Nicholas Evans, Simon Bozonnet, Dong Wang, Corinne Fredouille and Raphaël Troncy
Research Report RR-10-243
Abstract: This paper presents a theoretical framework to analyze the relative merits of the bottom-up and top-down approaches to speaker diarization. Our comparative study shows how the two approaches are likely to exhibit different behavior in speaker inventory optimization and model training: bottom-up approaches capture more quickly a local maximum of the objective function but are more sensitive to nuisance variation such as that related to the speech content; top-down approaches, in contrast, potentially produce speaker models which are better normalized against nuisance variation, but which are less discriminative in terms of speakers. We report experiments conducted on two standard, single-channel NIST RT evaluation datasets which validate our hypotheses. Results show that competitive performance can be achieved with both bottom-up and top-down approaches (average DERs of 21% and 22%), and that neither approach is superior.
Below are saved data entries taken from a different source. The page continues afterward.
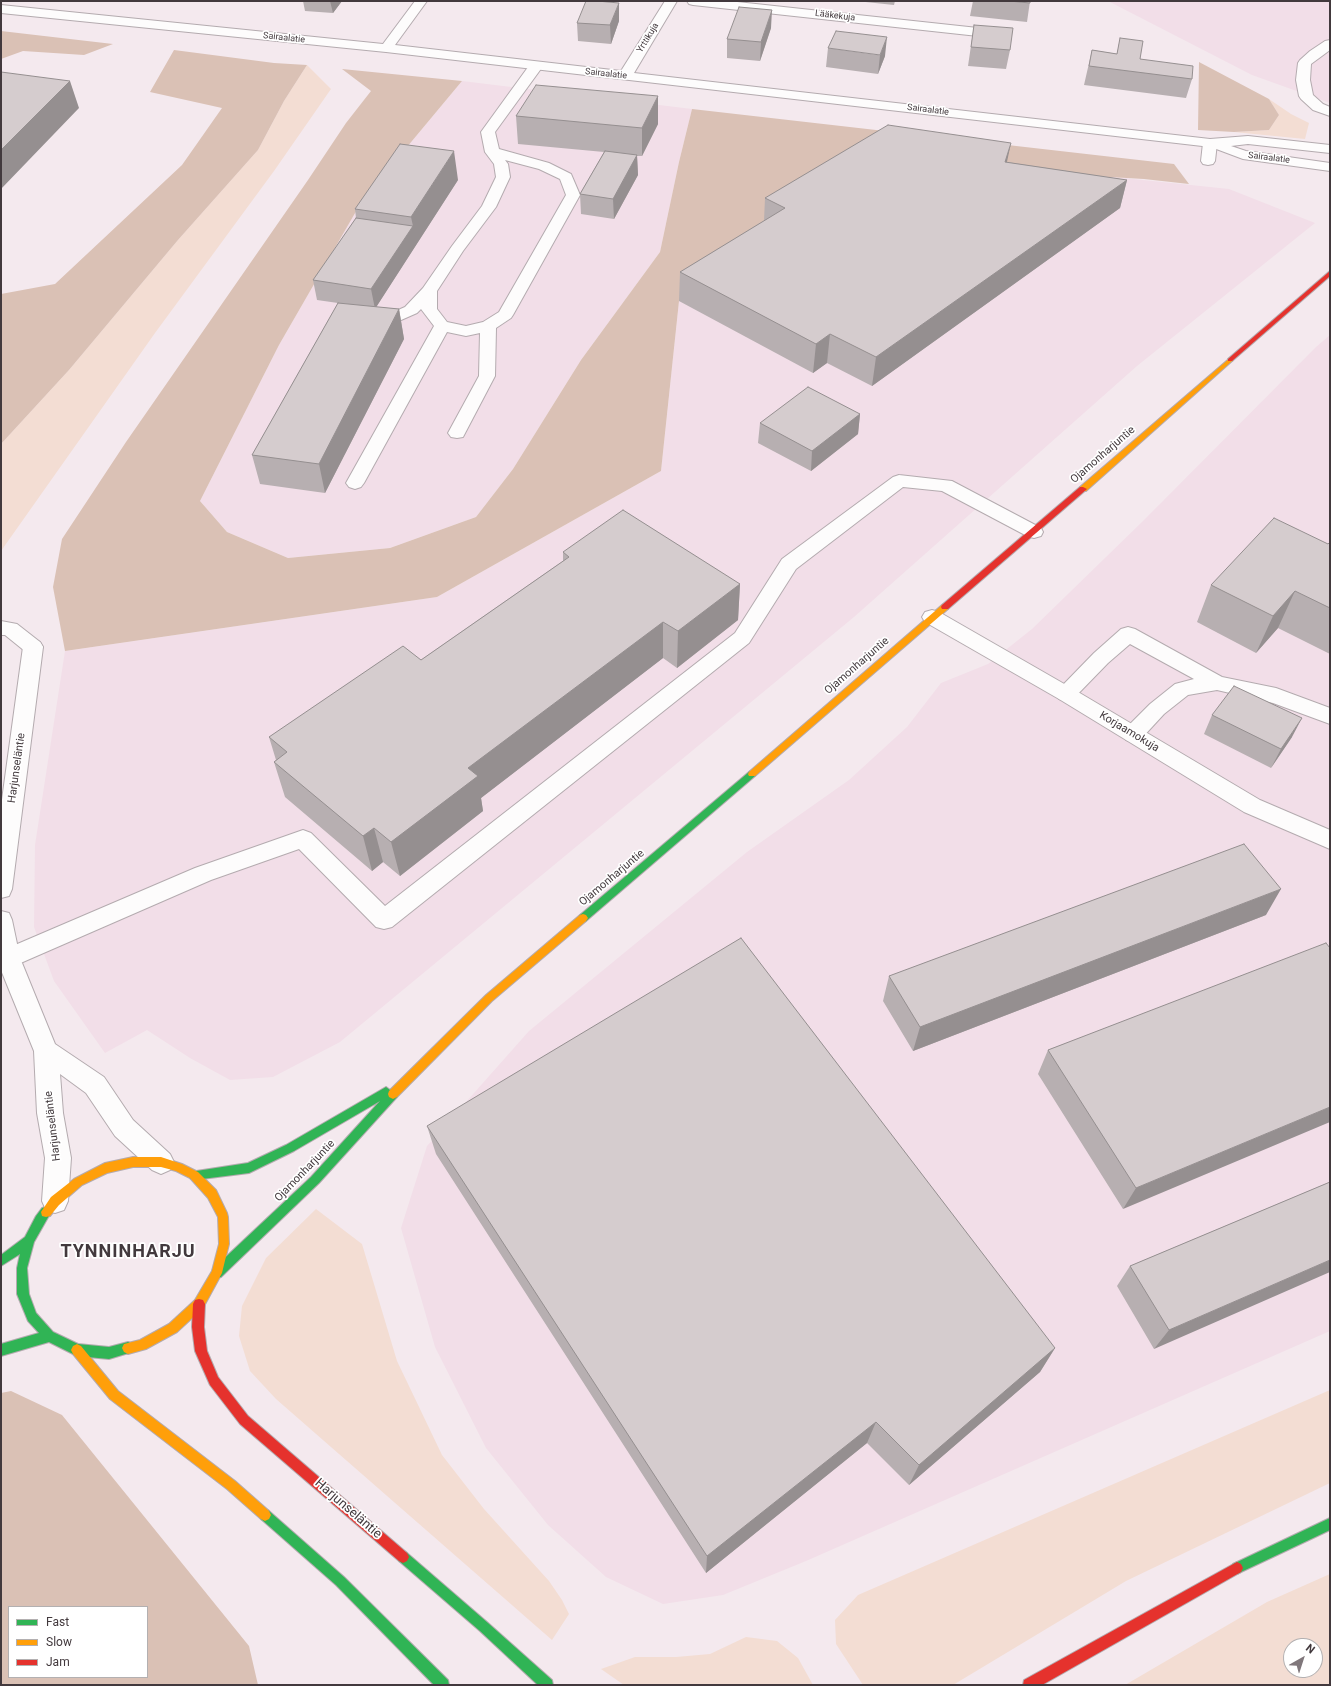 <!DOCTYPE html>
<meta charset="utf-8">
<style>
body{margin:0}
#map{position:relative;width:1331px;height:1686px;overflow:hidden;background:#f4e9ee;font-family:Roboto,sans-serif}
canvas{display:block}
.frame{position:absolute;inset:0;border:2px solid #42393d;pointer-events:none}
.legend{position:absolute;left:8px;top:1606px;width:140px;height:72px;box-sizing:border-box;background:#fff;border:1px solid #b3b0b1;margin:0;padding:5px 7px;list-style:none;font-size:12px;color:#42393d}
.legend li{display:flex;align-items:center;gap:8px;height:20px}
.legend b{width:20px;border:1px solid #b3b0b1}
.north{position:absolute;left:1283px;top:1638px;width:40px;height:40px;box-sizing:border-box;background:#fff;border:1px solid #b3b0b1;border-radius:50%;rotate:39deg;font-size:11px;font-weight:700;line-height:16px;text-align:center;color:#42393d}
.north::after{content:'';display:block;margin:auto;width:14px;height:18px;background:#80777b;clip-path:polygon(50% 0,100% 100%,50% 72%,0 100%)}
</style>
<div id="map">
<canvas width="1331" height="1686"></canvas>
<div class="frame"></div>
<ul class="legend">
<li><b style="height:5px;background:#30b455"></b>Fast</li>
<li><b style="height:5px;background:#ff9f0a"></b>Slow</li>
<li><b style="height:5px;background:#e5322d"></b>Jam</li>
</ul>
<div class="north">N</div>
</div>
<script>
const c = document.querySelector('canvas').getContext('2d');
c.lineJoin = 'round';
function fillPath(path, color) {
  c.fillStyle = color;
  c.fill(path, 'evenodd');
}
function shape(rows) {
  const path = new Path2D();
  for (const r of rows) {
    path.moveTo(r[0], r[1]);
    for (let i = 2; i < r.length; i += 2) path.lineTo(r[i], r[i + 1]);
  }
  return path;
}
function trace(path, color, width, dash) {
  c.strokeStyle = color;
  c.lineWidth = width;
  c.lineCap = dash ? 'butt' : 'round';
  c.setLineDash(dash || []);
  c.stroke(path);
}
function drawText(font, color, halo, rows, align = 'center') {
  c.font = font + ' Roboto,sans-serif';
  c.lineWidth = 3.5;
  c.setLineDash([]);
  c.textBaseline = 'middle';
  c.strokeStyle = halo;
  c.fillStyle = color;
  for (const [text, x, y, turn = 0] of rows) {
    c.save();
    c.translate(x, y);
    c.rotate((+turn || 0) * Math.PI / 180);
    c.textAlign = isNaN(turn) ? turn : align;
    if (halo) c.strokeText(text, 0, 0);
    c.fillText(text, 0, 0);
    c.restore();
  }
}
fillPath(shape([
 [1108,1,1330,1,1330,103,1252,75],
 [462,81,692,109,679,162,660,252,581,360,513,469,476,517,390,548,288,558,227,532,200,501,279,345,362,201],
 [884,153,1229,189,1315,223,1137,366,854,617,340,1042,273,1077,230,1080,190,1058,147,1030,105,1053,54,981,34,927,35,845,65,651,437,597,661,471,679,301],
 [1330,335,1330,1331,806,1561,723,1595,663,1604,606,1577,548,1525,486,1448,435,1347,401,1228,427,1146,529,1031,747,852,849,780,907,727,941,683,988,664,1032,629,1143,521,1316,347]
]), '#f2dee8');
fillPath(shape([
 [307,65,331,89,274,171,155,333,1,551,1,444,69,370,178,240,258,150,284,101],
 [1269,99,1291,114,1309,123,1305,139,1234,132,1269,130,1279,115],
 [316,1209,362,1244,397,1361,442,1455,484,1509,549,1581,562,1600,569,1614,552,1640,276,1399,250,1371,239,1336,242,1306,266,1258],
 [1330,1390,1330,1483,1126,1581,953,1685,863,1685,836,1644,835,1620,858,1595],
 [1330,1574,1330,1685,1125,1685,1267,1602],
 [1291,1646,1315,1646,1315,1670,1291,1670],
 [746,1637,777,1641,798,1658,813,1685,624,1685,601,1669,635,1657,676,1657,710,1654]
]), '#f3ddd3');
fillPath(shape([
 [1,31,113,44,84,55,23,51,1,59],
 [174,50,274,63,307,65,284,101,258,150,178,240,69,370,1,444,1,294,55,284,182,165,222,108,150,92],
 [1199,62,1269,99,1279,115,1269,130,1234,132,1198,130],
 [342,69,462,81,362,201,279,345,200,501,227,532,288,558,390,548,476,517,513,469,581,360,660,252,679,162,692,109,1174,164,1189,184,1144,179,1005,171,679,301,661,471,437,597,65,651,53,587,62,539,126,442,308,180,346,123,371,91],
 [11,1391,62,1415,249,1646,258,1685,1,1685,1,1393],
 [9,1607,147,1607,147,1677,9,1677]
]), '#dac1b5');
const lane = shape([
 [1330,40,1330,50,1311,64,1310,80,1313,95,1323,104,1330,107,1330,116,1313,110,1301,99,1299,96,1296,80,1298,63,1300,60,1310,51,1325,41,1330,40],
 [536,62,541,63,543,66,495,132,499,149,549,163,571,174,580,195,513,315,511,318,496,328,495,376,463,437,457,438,451,437,448,433,479,376,480,333,466,336,447,332,364,483,361,487,355,489,349,487,346,483,434,326,421,309,417,313,392,324,370,324,364,322,362,319,364,316,370,314,389,314,405,307,423,288,452,246,482,206,496,177,494,164,485,152,481,132,531,63,536,62],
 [505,160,539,169,560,179,566,195,499,312,483,322,466,326,447,322,437,309,437,291,463,251,496,207,510,177,508,164,505,160],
 [1210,139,1215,140,1217,143,1215,161,1213,164,1208,165,1203,164,1201,161,1203,143,1205,140,1210,139],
 [899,475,952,481,1041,528,1043,532,1041,536,1034,538,1027,536,942,491,903,487,796,569,749,643,392,927,384,929,376,927,299,849,211,880,16,965,8,968,1,965,1,951,195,868,303,830,311,833,385,906,735,633,782,559,893,477,899,475],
 [1,621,17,624,40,642,43,647,40,652,33,654,26,652,5,635,1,635,1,621],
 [1128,627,1135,629,1222,677,1276,688,1330,708,1330,724,1273,703,1217,690,1188,695,1164,714,1140,740,1133,742,1126,740,1123,734,1126,728,1150,704,1175,684,1194,679,1130,644,1108,663,1073,699,1066,701,1059,699,1056,694,1059,689,1094,653,1121,629,1128,627]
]);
const street = shape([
 [415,1,427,1,395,45,621,71,665,1,677,1,634,73,1210,139,1248,136,1330,145,1330,153,1248,144,1231,146,1246,151,1330,163,1330,171,1243,159,1211,147,386,52,1,13,1,5,383,44,415,1],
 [687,1,728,1,978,28,983,29,984,32,983,35,978,36,693,5,689,4,687,1],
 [932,610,939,612,1073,689,1260,800,1330,830,1330,849,1244,812,1059,699,925,622,922,617,925,612,932,610],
 [33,640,40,642,43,647,12,889,9,896,1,898,1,807,23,647,26,642,33,640],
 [1,911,9,913,12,920,20,958,55,1044,104,1077,133,1120,170,1154,174,1162,170,1170,161,1174,152,1170,115,1136,86,1093,60,1074,63,1113,71,1158,68,1201,64,1210,55,1213,46,1210,42,1201,45,1158,37,1113,34,1051,1,970,1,911]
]);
const fast = shape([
 [752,771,756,774,755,776,586,921,583,922,580,921,578,918,580,915,749,772,752,771],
 [386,1087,390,1090,393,1089,397,1091,398,1094,397,1097,319,1183,221,1277,217,1278,213,1277,212,1273,213,1269,311,1177,380,1101,294,1151,249,1173,194,1180,190,1178,189,1175,190,1172,248,1163,286,1145,386,1087],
 [46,1207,50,1208,51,1212,34,1242,27,1268,29,1294,36,1313,53,1332,78,1344,109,1347,128,1342,132,1344,134,1348,132,1352,109,1359,77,1356,49,1342,1,1356,1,1344,39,1333,28,1321,17,1294,17,1268,20,1254,1,1266,1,1255,25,1237,36,1216,42,1208,46,1207],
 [265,1509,269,1511,344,1577,448,1680,449,1685,434,1685,336,1585,261,1519,259,1515,261,1511,265,1509],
 [1330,1518,1330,1530,1241,1572,1237,1574,1233,1572,1231,1568,1233,1564,1330,1518],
 [403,1551,407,1553,488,1623,552,1680,553,1685,538,1685,480,1631,399,1561,397,1557,399,1553,403,1551]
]);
const slow = shape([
 [1230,358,1233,360,1232,361,1086,491,1080,491,1080,487,1230,358],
 [945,604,948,605,949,607,948,609,755,776,749,776,748,774,749,772,942,605,945,604],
 [583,914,586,915,588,918,586,921,492,1001,397,1097,393,1099,389,1097,388,1094,389,1091,486,995,580,915,583,914],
 [133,1157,161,1157,182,1164,198,1172,216,1190,227,1213,228,1217,229,1244,222,1273,203,1308,177,1332,146,1349,128,1354,124,1352,122,1348,124,1344,140,1340,169,1324,195,1300,212,1271,219,1244,218,1217,208,1198,190,1178,176,1171,161,1167,133,1167,107,1173,82,1185,59,1205,50,1216,46,1217,42,1216,41,1212,51,1197,74,1179,105,1163,133,1157],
 [77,1344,81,1346,118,1391,235,1481,269,1511,271,1515,269,1519,265,1521,261,1519,227,1489,110,1399,73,1354,71,1350,73,1346,77,1344]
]);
const jam = shape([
 [1330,271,1330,276,1232,361,1228,361,1228,359,1330,271],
 [1080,487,1083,487,1087,489,948,609,942,609,941,607,942,605,1080,487],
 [199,1299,203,1300,205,1304,204,1327,207,1351,218,1377,248,1416,407,1553,409,1557,407,1561,403,1563,399,1561,240,1424,210,1385,195,1351,192,1327,193,1304,195,1300,199,1299],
 [1237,1562,1241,1564,1243,1568,1241,1572,1042,1685,1023,1685,1024,1680,1237,1562]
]);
trace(lane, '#b4abaf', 2);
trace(street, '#b4abaf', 2);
trace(fast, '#b4abaf', 2);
trace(slow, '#b4abaf', 2);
trace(jam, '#b4abaf', 2);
fillPath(lane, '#fdfcfc');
fillPath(street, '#fdfcfc');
fillPath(fast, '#30b455');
fillPath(slow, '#ff9f0a');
fillPath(jam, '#e5322d');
fillPath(shape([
 [303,1,342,1,333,13,305,11],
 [856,1,895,1,894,5],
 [973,1,1030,1,1027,22,970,16],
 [619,21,611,44,578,41,577,23],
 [974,25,1010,50,1006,69,968,66],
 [771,28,760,61,727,58,727,39],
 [1120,38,1140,59,1192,79,1186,98,1084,85,1092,50,1117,54],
 [828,48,885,56,878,74,826,67],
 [658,96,658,124,642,156,637,156,638,175,614,219,581,214,580,194,604,152,518,144,516,116],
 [1007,162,1127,180,1120,208,872,386,827,363,813,373,679,301,680,272,764,221,765,198],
 [458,180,376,307,399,309,404,339,325,493,260,484,252,455,338,303,317,300,313,280,356,218,355,209],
 [860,414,858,434,811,471,758,443,760,423],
 [1330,542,1330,654,1278,628,1256,653,1197,622,1211,585,1328,544],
 [563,552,740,584,738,620,677,668,663,658,481,798,483,811,400,876,383,862,372,871,285,797,274,762,276,760,269,737,421,660,563,561],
 [1212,715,1292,737,1271,768,1204,734],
 [1266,915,913,1051,883,1001,889,976],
 [1330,948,1123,1209,1038,1074,1048,1050],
 [427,1126,1055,1348,1040,1372,909,1485,867,1443,706,1573,436,1154],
 [1330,1182,1154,1349,1117,1286,1130,1266]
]), '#b7afb1');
fillPath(shape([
 [330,1,342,1,333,13],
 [619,3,619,21,611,44,610,25],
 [772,10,771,28,760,61,761,42],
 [887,37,885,56,878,74,880,55],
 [70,81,79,108,1,189,1,150],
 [658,96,658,124,642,156,642,128],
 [1011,143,1005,171,1005,162],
 [454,151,458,180,375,309,371,289,413,226,411,217],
 [637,155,638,175,614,219,613,199],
 [1127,180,1120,208,872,386,876,357],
 [399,309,404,339,325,493,319,464],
 [830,334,827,363,813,373,816,344],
 [860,414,858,434,811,471,812,451],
 [740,584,738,620,677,668,678,631],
 [1295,591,1278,628,1256,653,1273,616],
 [663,622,663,658,481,798,483,811,400,876,391,842,468,768],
 [1302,718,1292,737,1271,768,1281,749],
 [374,828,383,862,372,871,363,836],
 [1281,889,1266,915,913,1051,920,1027],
 [1330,1107,1330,1122,1123,1209,1136,1188],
 [1330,1260,1330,1272,1154,1349,1169,1330],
 [1055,1348,1040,1372,909,1485,919,1465],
 [876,1422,867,1443,706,1573,707,1556]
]), '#958f90');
const building = shape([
 [586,1,597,1,619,3,610,25,577,23,586,1],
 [1009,1,1030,1,1030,3,1009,1],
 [739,7,772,10,761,42,727,39,739,7],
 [974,25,1013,28,1010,50,971,47,974,25],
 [836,31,887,37,880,55,828,48,836,31],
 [1120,38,1143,41,1140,59,1193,66,1192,79,1089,66,1092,50,1117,54,1120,38],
 [1,72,70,81,1,150,1,72],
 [536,85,658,96,642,128,516,116,536,85],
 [888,125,1011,143,1005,162,1127,180,876,357,830,334,816,344,680,272,785,208,765,198,888,125],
 [400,144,454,151,411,217,355,209,400,144],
 [605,151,637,155,613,199,580,194,605,151],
 [356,218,413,226,371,289,313,280,356,218],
 [338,303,399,309,319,464,252,455,338,303],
 [808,387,860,414,812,451,760,423,808,387],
 [623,510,740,584,678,631,663,622,468,768,478,776,391,842,374,828,363,836,274,762,287,752,269,737,403,646,421,660,569,557,563,552,623,510],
 [1274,518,1328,544,1330,542,1330,608,1295,591,1273,616,1211,585,1274,518],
 [1234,686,1302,718,1281,749,1212,715,1234,686],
 [1244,844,1281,889,920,1027,889,976,1244,844],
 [741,938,1055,1348,919,1465,876,1422,707,1556,427,1126,741,938],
 [1326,943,1330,948,1330,1107,1136,1188,1048,1050,1326,943],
 [1330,1182,1330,1260,1169,1330,1130,1266,1330,1182]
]);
fillPath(building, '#d5ccce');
trace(building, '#958f90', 1);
drawText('9px', '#42393d', '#fff', [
 ["Lääkekuja",835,16,7],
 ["Sairaalatie",284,38,6],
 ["Yrttikuja",648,38,-58],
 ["Sairaalatie",606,74,6],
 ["Sairaalatie",928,110,7],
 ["Sairaalatie",1269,158,7]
]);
drawText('11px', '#42393d', '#fff', [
 ["Ojamonharjuntie",1103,455,-41],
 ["Ojamonharjuntie",857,666,-41],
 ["Korjaamokuja",1129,732,31],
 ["Harjunseläntie",17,768,-82],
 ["Ojamonharjuntie",612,878,-40],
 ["Harjunseläntie",53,1126,-97],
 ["Ojamonharjuntie",305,1171,-46]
]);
drawText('13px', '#42393d', '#fff', [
 ["Harjunseläntie",348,1509,41]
]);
c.letterSpacing = '1px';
drawText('bold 18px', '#42393d', '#fff', [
 ["TYNNINHARJU",128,1252]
]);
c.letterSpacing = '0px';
</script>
Speaker purification, which aims to improve speaker discrmination, gives more consistent improvements with the top-down system than with the bottom-up system (average DERs of 19% and 25%), thereby confirming that the top-down system is less discriminative and that the bottom-up system is less stable. Finally, we report a new combination strategy that exploits the merits of the two approaches. Combination delivers an average DER of 17% and confirms the intrinsic complementary of the two approaches.